The Fourth R

For years now educators have reminded us of the need to address the “three R’s”: Reading, ‘Riting and ‘Rithmetic.

At the same time, Religion scholars and especially those of us engaged critical biblical studies have been warning people not to neglect the ‘fourth R’—religious literacy.

Religious literacy might be defined as that set of knowledge, attitudes and skills which enable people to navigate successfully the contested religious landscape.
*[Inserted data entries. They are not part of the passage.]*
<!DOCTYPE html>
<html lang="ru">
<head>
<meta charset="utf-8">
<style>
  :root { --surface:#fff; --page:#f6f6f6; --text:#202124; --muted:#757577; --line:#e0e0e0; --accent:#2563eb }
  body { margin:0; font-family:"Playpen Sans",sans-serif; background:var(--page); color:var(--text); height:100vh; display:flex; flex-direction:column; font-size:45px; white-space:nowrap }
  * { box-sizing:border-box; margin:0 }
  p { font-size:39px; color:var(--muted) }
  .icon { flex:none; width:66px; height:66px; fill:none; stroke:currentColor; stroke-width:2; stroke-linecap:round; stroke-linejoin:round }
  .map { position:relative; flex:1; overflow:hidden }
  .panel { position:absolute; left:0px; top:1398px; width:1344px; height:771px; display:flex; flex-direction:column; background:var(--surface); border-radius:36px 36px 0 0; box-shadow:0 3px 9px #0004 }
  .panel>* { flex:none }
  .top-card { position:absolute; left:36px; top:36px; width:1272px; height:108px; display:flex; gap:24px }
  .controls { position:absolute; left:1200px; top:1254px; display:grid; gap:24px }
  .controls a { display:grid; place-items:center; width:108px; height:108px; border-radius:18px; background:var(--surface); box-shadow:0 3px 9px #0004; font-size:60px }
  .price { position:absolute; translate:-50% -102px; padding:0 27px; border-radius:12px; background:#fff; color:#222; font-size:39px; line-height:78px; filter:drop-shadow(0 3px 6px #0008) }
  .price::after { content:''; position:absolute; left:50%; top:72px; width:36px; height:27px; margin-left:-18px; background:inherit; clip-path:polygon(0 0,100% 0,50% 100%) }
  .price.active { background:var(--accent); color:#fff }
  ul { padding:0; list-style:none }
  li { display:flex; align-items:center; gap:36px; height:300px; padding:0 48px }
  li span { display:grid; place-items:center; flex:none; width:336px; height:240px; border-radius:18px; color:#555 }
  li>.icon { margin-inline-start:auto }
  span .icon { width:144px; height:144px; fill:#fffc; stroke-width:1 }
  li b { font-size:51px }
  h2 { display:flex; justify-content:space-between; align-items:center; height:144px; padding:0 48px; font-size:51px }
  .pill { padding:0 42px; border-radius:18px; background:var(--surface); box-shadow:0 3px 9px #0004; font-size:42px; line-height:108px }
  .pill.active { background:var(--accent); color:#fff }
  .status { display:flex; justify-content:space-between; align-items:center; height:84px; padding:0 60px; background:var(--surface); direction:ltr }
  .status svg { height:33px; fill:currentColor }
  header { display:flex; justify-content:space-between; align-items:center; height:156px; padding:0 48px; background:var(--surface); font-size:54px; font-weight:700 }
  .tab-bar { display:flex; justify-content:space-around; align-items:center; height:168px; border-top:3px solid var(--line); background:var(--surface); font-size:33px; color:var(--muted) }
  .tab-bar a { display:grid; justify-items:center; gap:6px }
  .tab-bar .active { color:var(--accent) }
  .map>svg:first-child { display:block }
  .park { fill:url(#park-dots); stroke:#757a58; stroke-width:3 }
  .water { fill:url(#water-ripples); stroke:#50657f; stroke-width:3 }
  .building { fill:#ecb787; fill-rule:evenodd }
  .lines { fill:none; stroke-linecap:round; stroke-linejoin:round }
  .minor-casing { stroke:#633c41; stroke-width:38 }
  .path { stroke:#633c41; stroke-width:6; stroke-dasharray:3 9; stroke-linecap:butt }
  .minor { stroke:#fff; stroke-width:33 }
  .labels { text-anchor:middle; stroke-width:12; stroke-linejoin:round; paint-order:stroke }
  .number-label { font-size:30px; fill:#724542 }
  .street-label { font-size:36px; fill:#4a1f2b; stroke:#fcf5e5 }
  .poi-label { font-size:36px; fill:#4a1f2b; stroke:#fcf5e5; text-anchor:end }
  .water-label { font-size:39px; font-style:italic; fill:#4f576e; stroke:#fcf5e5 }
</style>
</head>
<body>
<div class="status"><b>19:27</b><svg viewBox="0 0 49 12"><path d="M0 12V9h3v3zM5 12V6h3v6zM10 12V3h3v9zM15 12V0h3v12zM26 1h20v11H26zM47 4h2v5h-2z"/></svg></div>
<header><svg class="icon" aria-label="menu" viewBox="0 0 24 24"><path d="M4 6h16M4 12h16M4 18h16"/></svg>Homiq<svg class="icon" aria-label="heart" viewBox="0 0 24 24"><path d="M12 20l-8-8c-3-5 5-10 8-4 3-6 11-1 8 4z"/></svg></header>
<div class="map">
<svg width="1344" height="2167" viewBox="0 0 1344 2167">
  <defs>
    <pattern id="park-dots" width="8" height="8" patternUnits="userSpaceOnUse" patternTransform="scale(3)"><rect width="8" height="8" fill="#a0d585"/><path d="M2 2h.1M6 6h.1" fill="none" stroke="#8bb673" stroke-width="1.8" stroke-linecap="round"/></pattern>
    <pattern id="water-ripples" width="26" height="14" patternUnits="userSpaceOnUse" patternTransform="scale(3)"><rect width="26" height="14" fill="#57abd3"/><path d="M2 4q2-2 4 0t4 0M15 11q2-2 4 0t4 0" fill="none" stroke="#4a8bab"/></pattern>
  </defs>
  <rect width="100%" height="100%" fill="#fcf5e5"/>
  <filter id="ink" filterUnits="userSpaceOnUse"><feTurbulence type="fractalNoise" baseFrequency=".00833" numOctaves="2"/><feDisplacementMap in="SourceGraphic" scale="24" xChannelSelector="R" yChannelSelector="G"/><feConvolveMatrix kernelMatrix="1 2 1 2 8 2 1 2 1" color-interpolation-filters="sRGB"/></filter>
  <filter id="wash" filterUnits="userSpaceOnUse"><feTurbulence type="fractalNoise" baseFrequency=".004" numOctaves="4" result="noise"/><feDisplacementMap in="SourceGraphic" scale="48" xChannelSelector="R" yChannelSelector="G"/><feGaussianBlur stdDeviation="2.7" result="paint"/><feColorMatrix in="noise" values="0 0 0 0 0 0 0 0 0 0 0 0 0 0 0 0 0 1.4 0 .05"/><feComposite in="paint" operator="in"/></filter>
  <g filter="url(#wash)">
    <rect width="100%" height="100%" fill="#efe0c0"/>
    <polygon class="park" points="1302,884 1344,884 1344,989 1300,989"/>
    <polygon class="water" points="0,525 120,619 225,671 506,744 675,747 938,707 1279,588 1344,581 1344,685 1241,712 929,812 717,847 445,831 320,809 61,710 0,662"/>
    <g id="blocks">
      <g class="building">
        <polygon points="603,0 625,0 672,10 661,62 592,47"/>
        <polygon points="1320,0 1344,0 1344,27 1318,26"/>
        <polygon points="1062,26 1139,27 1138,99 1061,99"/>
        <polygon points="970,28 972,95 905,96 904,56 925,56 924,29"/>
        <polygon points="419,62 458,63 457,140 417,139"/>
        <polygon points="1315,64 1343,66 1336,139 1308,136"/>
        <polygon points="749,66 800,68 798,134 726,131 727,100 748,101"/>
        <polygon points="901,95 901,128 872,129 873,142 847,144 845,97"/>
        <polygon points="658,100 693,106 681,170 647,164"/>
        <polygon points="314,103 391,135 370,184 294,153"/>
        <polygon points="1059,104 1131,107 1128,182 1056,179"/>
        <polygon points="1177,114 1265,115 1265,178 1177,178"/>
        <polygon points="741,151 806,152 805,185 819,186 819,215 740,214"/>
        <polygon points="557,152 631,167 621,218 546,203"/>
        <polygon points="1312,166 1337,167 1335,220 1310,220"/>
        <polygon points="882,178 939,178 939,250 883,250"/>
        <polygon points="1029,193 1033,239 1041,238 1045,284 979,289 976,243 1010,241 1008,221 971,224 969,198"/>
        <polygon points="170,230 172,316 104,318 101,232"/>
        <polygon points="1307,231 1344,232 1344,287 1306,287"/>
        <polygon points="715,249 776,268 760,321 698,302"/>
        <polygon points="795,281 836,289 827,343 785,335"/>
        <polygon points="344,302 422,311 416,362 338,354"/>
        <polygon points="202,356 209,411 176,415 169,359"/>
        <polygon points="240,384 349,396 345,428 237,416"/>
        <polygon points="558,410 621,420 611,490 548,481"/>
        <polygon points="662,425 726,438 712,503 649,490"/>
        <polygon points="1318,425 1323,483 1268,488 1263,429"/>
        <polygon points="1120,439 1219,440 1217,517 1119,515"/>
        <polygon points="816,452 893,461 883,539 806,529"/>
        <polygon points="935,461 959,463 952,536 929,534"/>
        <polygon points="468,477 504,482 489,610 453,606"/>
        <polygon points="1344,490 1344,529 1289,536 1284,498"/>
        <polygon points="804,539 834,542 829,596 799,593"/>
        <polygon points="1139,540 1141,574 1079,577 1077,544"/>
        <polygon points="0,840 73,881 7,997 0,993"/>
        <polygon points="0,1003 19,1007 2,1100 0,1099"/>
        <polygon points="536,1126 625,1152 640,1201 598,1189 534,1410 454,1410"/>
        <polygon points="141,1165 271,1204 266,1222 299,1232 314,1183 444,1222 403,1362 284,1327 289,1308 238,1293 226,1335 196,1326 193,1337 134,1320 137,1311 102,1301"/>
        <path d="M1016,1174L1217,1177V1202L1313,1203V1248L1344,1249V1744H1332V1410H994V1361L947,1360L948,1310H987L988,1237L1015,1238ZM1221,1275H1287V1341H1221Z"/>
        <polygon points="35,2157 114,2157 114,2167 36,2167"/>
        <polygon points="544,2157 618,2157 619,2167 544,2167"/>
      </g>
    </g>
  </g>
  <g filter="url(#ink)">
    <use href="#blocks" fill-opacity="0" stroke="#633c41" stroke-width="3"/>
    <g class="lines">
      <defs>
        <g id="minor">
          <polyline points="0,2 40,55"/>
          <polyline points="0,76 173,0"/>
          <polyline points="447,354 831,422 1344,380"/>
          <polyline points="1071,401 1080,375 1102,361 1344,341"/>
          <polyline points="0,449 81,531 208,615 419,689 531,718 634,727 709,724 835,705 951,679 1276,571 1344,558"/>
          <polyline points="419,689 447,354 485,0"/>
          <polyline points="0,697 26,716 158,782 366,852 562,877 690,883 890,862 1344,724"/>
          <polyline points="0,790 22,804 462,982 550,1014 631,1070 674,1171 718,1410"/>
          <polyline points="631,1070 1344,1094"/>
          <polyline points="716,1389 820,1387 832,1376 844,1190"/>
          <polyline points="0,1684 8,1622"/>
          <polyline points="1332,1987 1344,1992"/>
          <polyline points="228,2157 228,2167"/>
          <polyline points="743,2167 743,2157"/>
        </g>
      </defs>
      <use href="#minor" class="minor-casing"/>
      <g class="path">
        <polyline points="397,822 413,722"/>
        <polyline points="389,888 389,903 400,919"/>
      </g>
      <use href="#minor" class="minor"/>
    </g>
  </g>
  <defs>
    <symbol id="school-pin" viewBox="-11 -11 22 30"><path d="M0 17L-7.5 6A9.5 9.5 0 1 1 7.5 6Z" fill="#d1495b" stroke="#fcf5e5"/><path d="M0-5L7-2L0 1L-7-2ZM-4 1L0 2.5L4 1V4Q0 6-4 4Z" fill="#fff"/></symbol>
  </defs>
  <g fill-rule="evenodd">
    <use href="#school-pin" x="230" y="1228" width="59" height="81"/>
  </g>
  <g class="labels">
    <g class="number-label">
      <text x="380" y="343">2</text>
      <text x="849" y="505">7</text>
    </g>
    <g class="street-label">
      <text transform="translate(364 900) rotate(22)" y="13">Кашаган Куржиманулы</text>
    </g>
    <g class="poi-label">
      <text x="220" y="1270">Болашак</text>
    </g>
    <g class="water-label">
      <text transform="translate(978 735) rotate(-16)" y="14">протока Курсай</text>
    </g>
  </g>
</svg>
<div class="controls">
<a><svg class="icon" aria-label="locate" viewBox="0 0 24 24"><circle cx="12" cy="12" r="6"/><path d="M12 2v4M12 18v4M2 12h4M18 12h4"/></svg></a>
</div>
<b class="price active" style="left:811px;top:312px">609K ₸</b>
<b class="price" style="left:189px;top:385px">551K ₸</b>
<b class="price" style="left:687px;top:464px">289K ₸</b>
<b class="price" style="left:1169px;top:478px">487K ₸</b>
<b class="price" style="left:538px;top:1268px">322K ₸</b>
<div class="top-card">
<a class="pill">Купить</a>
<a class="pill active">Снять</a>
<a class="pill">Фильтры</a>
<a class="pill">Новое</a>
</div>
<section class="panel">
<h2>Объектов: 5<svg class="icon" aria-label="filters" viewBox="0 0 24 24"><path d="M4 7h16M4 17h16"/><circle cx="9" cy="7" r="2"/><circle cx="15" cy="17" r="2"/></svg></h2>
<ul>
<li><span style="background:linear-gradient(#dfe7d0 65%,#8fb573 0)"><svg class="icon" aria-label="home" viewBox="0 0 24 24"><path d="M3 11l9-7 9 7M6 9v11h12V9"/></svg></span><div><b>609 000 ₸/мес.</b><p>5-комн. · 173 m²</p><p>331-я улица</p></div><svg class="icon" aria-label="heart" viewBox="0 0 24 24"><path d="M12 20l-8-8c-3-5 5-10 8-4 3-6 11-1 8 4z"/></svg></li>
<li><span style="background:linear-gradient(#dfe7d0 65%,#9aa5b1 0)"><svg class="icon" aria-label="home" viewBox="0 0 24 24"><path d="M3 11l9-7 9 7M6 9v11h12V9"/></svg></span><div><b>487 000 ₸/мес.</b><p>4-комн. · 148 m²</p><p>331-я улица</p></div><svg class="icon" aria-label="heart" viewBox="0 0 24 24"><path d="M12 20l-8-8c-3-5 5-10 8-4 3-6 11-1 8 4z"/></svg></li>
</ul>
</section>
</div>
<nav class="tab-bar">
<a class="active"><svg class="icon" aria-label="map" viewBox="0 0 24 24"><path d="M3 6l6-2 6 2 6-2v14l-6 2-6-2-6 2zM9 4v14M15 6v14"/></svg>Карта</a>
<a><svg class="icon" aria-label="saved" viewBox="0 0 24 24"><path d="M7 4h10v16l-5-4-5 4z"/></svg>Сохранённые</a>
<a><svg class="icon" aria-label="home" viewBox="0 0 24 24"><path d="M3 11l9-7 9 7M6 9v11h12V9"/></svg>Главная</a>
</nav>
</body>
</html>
Doubtless, there are several components of religious literacy:

  • an appreciation of the role religion plays in the lives of individuals and communities
  • appreciation of diversity among religious communities
  • recognition of commonalities that cross religious and cultural boundaries
  • knowledge about and skills in engaging with key religious practices relevant to particular faith communities
  • role of sacred texts within religious communities
  • impact of religion on public health
  • the interface of religion and violence
  • the capacity for religion to be toxic and ‘best practice’ to avoid that outcome
  • fundamentalism as a dynamic that crosses religious boundaries

 

For many people of Christian faith, including people whose most significant cultural context has been some form of Christianity even they do not practice any faith, biblical literacy seems to be a pivotal element of wider religious literacy.

 

Biblical Literacy

The following comments on biblical literacy are extracted from my lecture Reading the Bible as a Charter for the Human Spirit at the Festival of Wild Ideas sponsored by the Mosman Neutral Bay Inter-Church Council on 5 May 2019.
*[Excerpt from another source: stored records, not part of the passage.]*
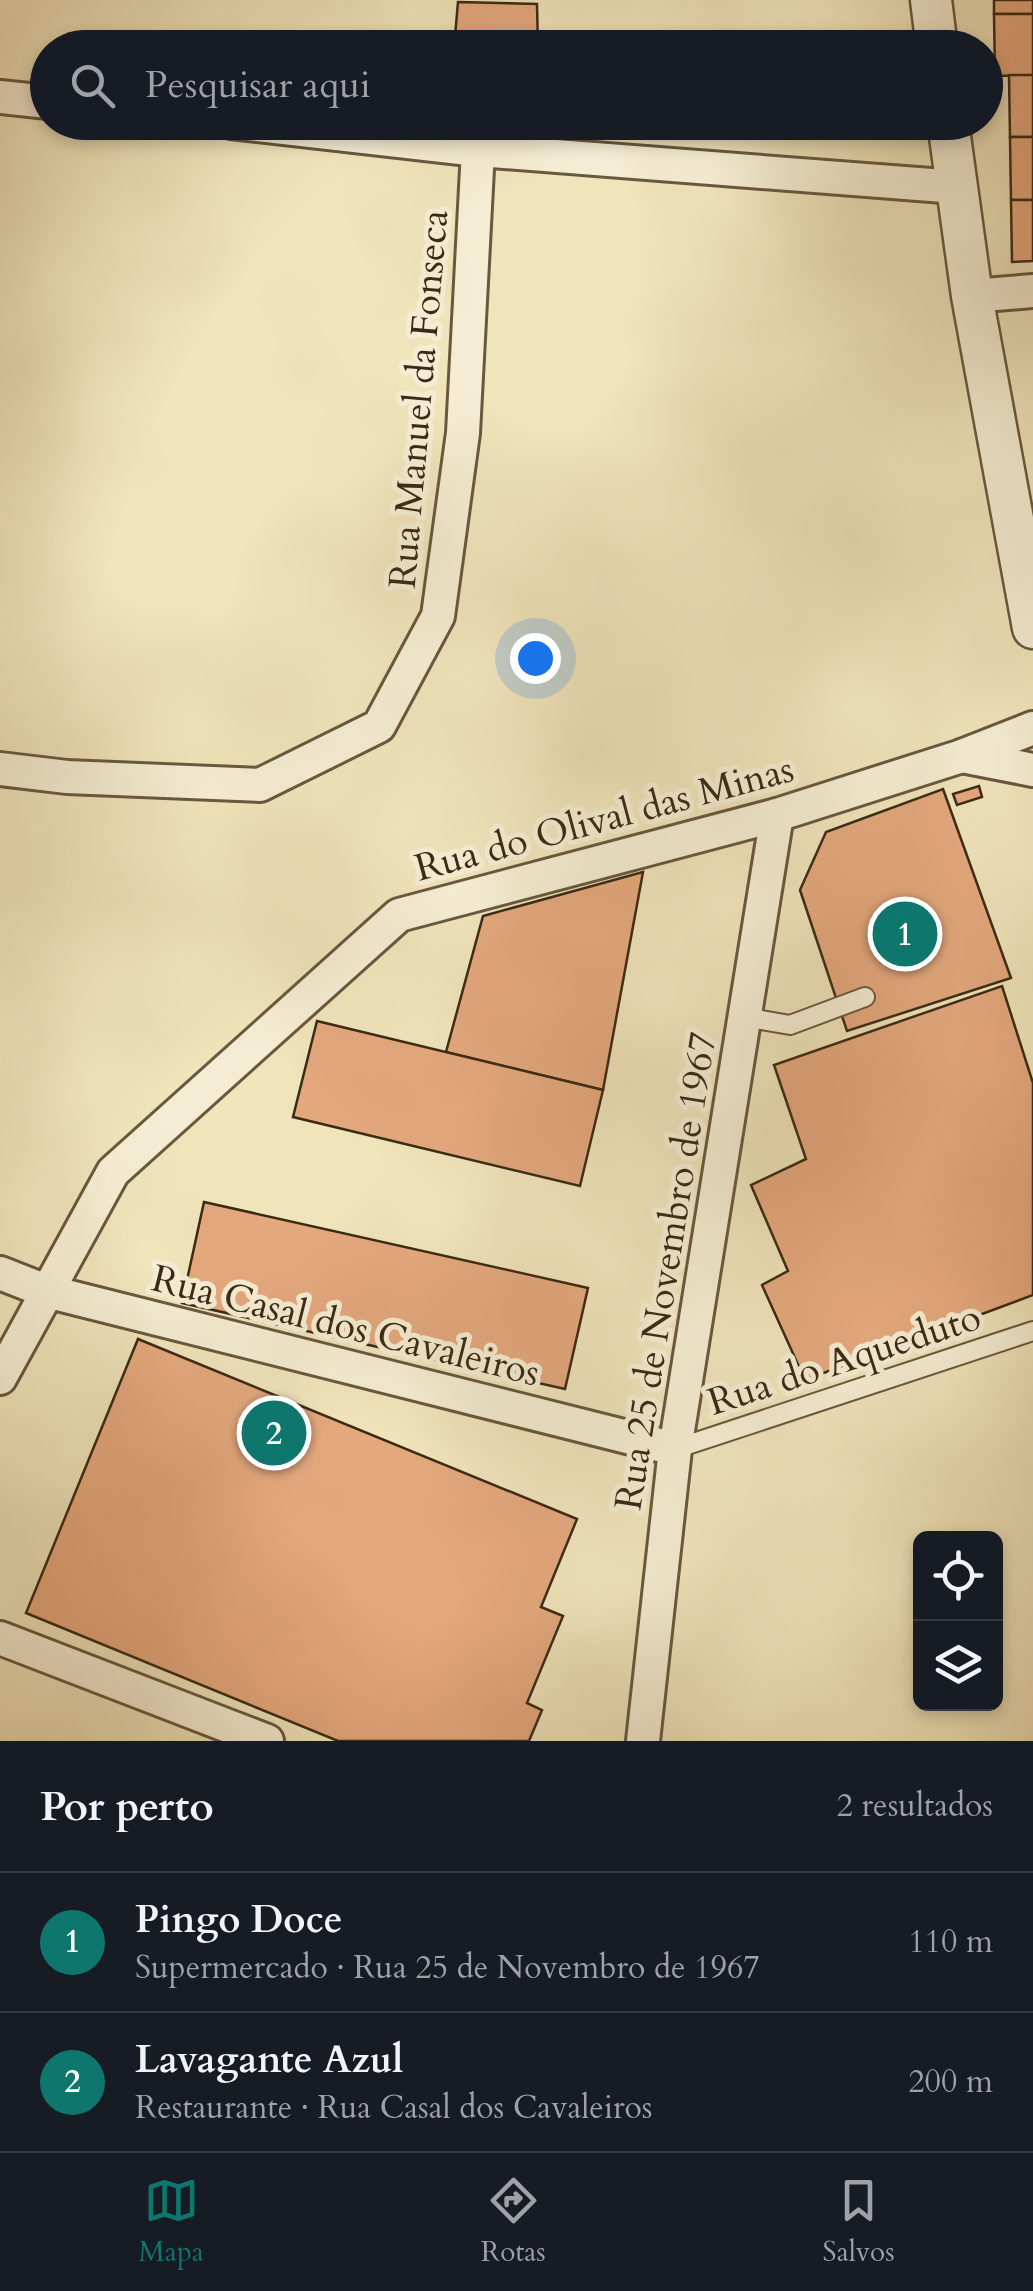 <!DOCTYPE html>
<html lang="pt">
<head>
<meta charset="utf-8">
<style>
	body { margin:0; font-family:Cardo,serif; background:#20242c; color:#f1f3f6 }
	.controls { position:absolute; right:30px; bottom:30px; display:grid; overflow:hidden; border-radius:15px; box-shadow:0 5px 15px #0003 }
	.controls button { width:90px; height:90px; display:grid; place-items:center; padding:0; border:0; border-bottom:2px solid #363941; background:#171b24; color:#f1f3f6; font:50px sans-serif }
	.you { position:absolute; left:535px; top:658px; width:35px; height:35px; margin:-25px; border:8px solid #fff; border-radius:50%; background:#1a73e8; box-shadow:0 0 0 15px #1a73e833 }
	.badge { display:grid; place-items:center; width:65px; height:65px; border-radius:50%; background:#0f766e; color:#fff; font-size:32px; font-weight:700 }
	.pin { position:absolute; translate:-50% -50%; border:5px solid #fff; box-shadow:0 2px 10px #0006 }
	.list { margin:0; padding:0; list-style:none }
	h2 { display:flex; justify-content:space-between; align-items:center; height:130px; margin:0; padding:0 40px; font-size:42px }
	h2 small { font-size:32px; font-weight:400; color:#9ea1a6 }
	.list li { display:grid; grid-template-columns:65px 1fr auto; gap:30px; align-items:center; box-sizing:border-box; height:140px; padding:0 40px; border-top:2px solid #363941 }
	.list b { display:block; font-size:38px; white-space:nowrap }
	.list p { margin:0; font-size:32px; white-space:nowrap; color:#9ea1a6 }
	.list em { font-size:32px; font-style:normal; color:#9ea1a6 }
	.icon { flex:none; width:55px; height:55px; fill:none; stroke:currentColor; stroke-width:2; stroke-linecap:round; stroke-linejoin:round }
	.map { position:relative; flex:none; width:1033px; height:1741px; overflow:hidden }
	.search { position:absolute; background:#171b24; box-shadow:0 5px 15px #0003; left:30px; right:30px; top:30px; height:110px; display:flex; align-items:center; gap:25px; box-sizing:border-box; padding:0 35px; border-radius:55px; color:#9ea1a6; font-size:38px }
	.sheet { height:410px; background:#171b24 }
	nav { display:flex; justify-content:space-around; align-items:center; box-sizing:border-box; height:140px; border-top:2px solid #363941; background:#171b24; font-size:28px; color:#9ea1a6 }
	nav a { display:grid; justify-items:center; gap:5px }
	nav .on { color:#0f766e }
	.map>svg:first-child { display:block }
	.building { fill:#e4a87d; stroke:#3a2a14; stroke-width:2.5 }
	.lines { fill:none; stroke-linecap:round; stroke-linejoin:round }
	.service-casing { stroke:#68583e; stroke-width:22 }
	.minor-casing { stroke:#68583e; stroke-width:38 }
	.tertiary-casing { stroke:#68583e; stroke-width:45 }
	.service { stroke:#f5edd3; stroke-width:18 }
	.minor { stroke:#f5edd3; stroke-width:32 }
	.tertiary { stroke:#f5edd3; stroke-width:40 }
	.labels { text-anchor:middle; stroke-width:10; stroke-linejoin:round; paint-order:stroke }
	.street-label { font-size:38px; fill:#3a2a14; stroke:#f5edd3 }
</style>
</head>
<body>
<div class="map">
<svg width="1033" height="1741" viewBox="0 0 1033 1741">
	<rect width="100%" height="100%" fill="#f0e4bb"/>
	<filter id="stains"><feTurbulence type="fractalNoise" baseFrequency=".002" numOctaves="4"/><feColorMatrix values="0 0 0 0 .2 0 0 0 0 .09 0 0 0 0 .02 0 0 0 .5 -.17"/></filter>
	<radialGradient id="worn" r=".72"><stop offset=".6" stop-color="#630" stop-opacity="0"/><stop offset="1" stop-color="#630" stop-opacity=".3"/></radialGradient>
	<g class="building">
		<rect x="994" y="0" width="39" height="14"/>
		<path d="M458,2L537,4L538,48H454Z"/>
		<path d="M994,14H1033V75L995,76Z"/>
		<path d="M1009,75H1033V137H1010Z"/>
		<path d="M1010,137H1033V200H1011Z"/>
		<path d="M1011,200H1033V261L1012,262Z"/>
		<path d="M979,786L982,797L957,805L953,794Z"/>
		<path d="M943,789L1011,978L847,1031L800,890L826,832Z"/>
		<path d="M643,872L603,1090L446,1052L483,916Z"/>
		<path d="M1002,986L1033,1083V1295L805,1380L762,1285L788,1271L751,1185L806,1159L774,1065Z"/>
		<path d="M317,1021L603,1090L580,1186L293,1117Z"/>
		<path d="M204,1202L588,1288L565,1389L182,1303Z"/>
		<path d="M138,1339L577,1519L541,1607L563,1616L527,1703L542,1710L529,1741H338L26,1613Z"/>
	</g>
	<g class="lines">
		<defs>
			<g id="service">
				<path d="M744,1017L790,1025L865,997"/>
				<path d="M675,1449L1033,1331"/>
			</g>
			<g id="minor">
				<path d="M0,97L48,102"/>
				<path d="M231,122L478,150L957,187"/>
				<path d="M972,296L1033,291"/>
				<path d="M962,756L1033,770"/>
				<path d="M0,769L67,777L260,785L379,726L438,616L463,433L478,150"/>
				<path d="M0,1273L46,1291L675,1449"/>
				<path d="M0,1378L113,1172L399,915L777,815L962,756L1033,728"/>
				<path d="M0,1638L267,1741"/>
				<path d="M643,1741L675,1449L777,815"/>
			</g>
			<g id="tertiary">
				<path d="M931,0L937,48"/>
				<path d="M948,122L972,296L1033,628"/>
			</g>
		</defs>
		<use href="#service" class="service-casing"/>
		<use href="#minor" class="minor-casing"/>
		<use href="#tertiary" class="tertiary-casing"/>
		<use href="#service" class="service"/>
		<use href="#minor" class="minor"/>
		<use href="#tertiary" class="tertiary"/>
	</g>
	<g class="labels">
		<g class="street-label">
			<text transform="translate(418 399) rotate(-85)" y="13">Rua Manuel da Fonseca</text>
			<text transform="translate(604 818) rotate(-15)" y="13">Rua do Olival das Minas</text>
			<text transform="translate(665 1271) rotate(-81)" y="13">Rua 25 de Novembro de 1967</text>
			<text transform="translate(346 1325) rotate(14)" y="13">Rua Casal dos Cavaleiros</text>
			<text transform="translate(844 1359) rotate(-18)" y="13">Rua do Aqueduto</text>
		</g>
	</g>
	<rect width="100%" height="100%" filter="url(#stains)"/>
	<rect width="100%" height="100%" fill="url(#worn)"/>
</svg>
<div class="controls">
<button><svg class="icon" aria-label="locate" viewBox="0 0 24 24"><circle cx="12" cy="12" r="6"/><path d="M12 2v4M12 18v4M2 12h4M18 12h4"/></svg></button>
<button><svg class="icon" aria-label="layers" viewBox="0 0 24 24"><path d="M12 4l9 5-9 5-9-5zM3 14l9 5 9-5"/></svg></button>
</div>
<div class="you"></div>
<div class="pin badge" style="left:905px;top:934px">1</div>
<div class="pin badge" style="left:274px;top:1433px">2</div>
<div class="search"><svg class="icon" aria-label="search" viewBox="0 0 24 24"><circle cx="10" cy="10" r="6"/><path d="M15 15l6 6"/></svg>Pesquisar aqui</div>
</div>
<section class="sheet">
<h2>Por perto<small>2 resultados</small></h2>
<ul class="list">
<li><span class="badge">1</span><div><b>Pingo Doce</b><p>Supermercado · Rua 25 de Novembro de 1967</p></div><em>110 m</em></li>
<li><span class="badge">2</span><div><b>Lavagante Azul</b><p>Restaurante · Rua Casal dos Cavaleiros</p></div><em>200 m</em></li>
</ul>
</section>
<nav>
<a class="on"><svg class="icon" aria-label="map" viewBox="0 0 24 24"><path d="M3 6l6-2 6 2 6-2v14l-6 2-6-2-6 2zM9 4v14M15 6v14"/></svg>Mapa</a>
<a><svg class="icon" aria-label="directions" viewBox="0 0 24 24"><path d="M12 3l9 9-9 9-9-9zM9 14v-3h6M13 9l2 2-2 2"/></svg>Rotas</a>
<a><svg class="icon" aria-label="saved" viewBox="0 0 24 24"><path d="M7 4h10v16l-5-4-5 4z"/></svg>Salvos</a>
</nav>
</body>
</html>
Biblical literacy has numerous elements, including at least the following:

  • It requires attention to how written texts function as acts of communication between and among authors and readers. This is an unremarkable literacy skill in other areas of modern life, including media studies and genre analysis at school. Yet it seems oddly and sadly lacking in many Christian churches. Meaning is always negotiated between the author and reader, with all the power being in the hands of the reader who is the one constructing meaning out of the process. The author can seek to shape the form of those negotiations, but the reader is the one ultimately creating meaning from the communication process. As text the Bible is subject to those same dynamics. We determine what it means. It does not determine our meaning.

 

  • Typical literacy also requires us to pay attention to the nature and function of language as we create, share, adopt, implement and adapt human knowledge between individuals and across generations. This is essential as we seek to use the Bible authentically.

 

  • Biblical literacy further requires that we pay some attention to what may reasonably be known about the composition of those texts that we now value as sacred Scripture. They did not drop out of heaven and they were not dictated by the Holy Spirit. Despite years of teaching biblical studies in seminaries around Australia and elsewhere, I was still shocked the other day to see a Christian leader quote from Psalm 51 as part of his argument against abortion, with the claim that the Psalm represents the direct words of God. This is, of course, nonsense.

 

  • In addition to paying attention to how the text may have originally been composed, we also need to pay attention to the process of reception for certain texts which were accepted as sacred while other texts from the same period were excluded from those documents authorised to be read in church or consulted to settle theological disputes. In other words, both the formation of the canon and the history of the interpretation of the canonical texts have a part to play in genuine biblical literacy.

 

  • What we have learned about using these texts from the accumulated experience more than 2,500 years of continuous interpretation within communities of spiritual practice must also be brought into the discussion. We are not the first people to read these texts and people of goodwill have been wrestling with them for centuries, constructing life-giving ways of reading the text as a charter for human flourishing in different cultural and social contexts. We ignore that wisdom at our peril.

 

  • An essential element of biblical literacy — or perhaps simply religious literacy — is that we consider what impact our new insights into the physical and social realities of being human in our kind of universe have on our contemporary reception and interpretation of these ancient texts. Since we no longer think we live on a flat earth or in an earth-centric universe, we will necessarily construct a different vision of life as we read these texts.

 

  • Finally, there is our own lived experience. This informs us as we reflect on past and contemporary interpretations of these venerated ancient texts. When we speak of the inspiration of Scripture, the work of the Holy Spirit is surely as much in the life of the reader and the listening community as it is in the texts themselves. Such a view of inspiration would certainly be consistent with our understanding of how meaning is constructed when a text is being read.